[Work to complete]:
Set down all of the records exactly, leaving none out.

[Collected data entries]

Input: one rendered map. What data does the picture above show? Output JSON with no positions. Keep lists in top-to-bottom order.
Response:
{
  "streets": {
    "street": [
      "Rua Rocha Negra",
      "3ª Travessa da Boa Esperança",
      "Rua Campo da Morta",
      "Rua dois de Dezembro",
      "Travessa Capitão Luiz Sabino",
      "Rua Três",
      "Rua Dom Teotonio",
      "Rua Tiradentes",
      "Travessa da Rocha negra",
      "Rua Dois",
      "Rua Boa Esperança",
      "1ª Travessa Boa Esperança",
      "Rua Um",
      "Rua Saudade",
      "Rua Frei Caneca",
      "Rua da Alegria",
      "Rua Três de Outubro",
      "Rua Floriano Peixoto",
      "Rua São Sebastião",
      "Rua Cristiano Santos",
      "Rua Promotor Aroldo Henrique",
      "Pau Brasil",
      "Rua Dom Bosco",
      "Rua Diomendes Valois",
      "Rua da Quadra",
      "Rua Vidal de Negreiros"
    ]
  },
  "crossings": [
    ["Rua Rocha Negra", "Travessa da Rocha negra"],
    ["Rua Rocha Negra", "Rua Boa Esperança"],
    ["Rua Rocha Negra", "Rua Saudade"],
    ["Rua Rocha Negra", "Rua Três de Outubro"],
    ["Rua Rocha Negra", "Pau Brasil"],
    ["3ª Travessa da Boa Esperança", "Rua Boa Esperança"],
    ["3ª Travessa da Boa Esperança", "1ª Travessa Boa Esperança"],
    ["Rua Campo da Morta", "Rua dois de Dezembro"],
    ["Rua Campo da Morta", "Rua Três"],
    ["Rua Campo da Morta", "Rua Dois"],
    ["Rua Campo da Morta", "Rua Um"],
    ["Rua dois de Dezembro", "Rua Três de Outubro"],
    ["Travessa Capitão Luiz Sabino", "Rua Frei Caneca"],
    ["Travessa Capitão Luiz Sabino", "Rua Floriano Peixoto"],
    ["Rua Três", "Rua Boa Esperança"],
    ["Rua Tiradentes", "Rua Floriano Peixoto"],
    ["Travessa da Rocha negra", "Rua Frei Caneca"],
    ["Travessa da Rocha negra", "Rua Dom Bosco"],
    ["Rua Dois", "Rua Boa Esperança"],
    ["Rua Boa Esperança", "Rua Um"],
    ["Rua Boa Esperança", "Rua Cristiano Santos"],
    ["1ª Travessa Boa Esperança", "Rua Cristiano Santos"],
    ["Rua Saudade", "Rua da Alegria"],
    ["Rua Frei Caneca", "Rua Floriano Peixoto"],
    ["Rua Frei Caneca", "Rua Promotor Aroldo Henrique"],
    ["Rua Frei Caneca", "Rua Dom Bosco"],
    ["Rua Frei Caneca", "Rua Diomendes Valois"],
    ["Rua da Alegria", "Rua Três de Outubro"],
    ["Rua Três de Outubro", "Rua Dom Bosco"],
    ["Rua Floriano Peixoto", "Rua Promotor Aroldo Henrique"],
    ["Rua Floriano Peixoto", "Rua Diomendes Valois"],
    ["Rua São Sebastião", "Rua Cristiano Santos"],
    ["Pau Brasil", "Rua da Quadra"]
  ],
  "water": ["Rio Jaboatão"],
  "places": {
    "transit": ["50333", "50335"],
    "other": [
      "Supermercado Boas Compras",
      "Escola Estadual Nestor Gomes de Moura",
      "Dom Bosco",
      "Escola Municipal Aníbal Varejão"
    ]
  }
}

[Task output]:
Input: one rendered map. What data does the picture above show? Output JSON with no positions. Keep lists in top-to-bottom order.
Response:
{
  "streets": {
    "street": [
      "Rua Rocha Negra",
      "3ª Travessa da Boa Esperança",
      "Rua Campo da Morta",
      "Rua dois de Dezembro",
      "Travessa Capitão Luiz Sabino",
      "Rua Três",
      "Rua Dom Teotonio",
      "Rua Tiradentes",
      "Travessa da Rocha negra",
      "Rua Dois",
      "Rua Boa Esperança",
      "1ª Travessa Boa Esperança",
      "Rua Um",
      "Rua Saudade",
      "Rua Frei Caneca",
      "Rua da Alegria",
      "Rua Três de Outubro",
      "Rua Floriano Peixoto",
      "Rua São Sebastião",
      "Rua Cristiano Santos",
      "Rua Promotor Aroldo Henrique",
      "Pau Brasil",
      "Rua Dom Bosco",
      "Rua Diomendes Valois",
      "Rua da Quadra",
      "Rua Vidal de Negreiros"
    ]
  },
  "crossings": [
    ["Rua Rocha Negra", "Travessa da Rocha negra"],
    ["Rua Rocha Negra", "Rua Boa Esperança"],
    ["Rua Rocha Negra", "Rua Saudade"],
    ["Rua Rocha Negra", "Rua Três de Outubro"],
    ["Rua Rocha Negra", "Pau Brasil"],
    ["3ª Travessa da Boa Esperança", "Rua Boa Esperança"],
    ["3ª Travessa da Boa Esperança", "1ª Travessa Boa Esperança"],
    ["Rua Campo da Morta", "Rua dois de Dezembro"],
    ["Rua Campo da Morta", "Rua Três"],
    ["Rua Campo da Morta", "Rua Dois"],
    ["Rua Campo da Morta", "Rua Um"],
    ["Rua dois de Dezembro", "Rua Três de Outubro"],
    ["Travessa Capitão Luiz Sabino", "Rua Frei Caneca"],
    ["Travessa Capitão Luiz Sabino", "Rua Floriano Peixoto"],
    ["Rua Três", "Rua Boa Esperança"],
    ["Rua Tiradentes", "Rua Floriano Peixoto"],
    ["Travessa da Rocha negra", "Rua Frei Caneca"],
    ["Travessa da Rocha negra", "Rua Dom Bosco"],
    ["Rua Dois", "Rua Boa Esperança"],
    ["Rua Boa Esperança", "Rua Um"],
    ["Rua Boa Esperança", "Rua Cristiano Santos"],
    ["1ª Travessa Boa Esperança", "Rua Cristiano Santos"],
    ["Rua Saudade", "Rua da Alegria"],
    ["Rua Frei Caneca", "Rua Floriano Peixoto"],
    ["Rua Frei Caneca", "Rua Promotor Aroldo Henrique"],
    ["Rua Frei Caneca", "Rua Dom Bosco"],
    ["Rua Frei Caneca", "Rua Diomendes Valois"],
    ["Rua da Alegria", "Rua Três de Outubro"],
    ["Rua Três de Outubro", "Rua Dom Bosco"],
    ["Rua Floriano Peixoto", "Rua Promotor Aroldo Henrique"],
    ["Rua Floriano Peixoto", "Rua Diomendes Valois"],
    ["Rua São Sebastião", "Rua Cristiano Santos"],
    ["Pau Brasil", "Rua da Quadra"]
  ],
  "water": ["Rio Jaboatão"],
  "places": {
    "transit": ["50333", "50335"],
    "other": [
      "Supermercado Boas Compras",
      "Escola Estadual Nestor Gomes de Moura",
      "Dom Bosco",
      "Escola Municipal Aníbal Varejão"
    ]
  }
}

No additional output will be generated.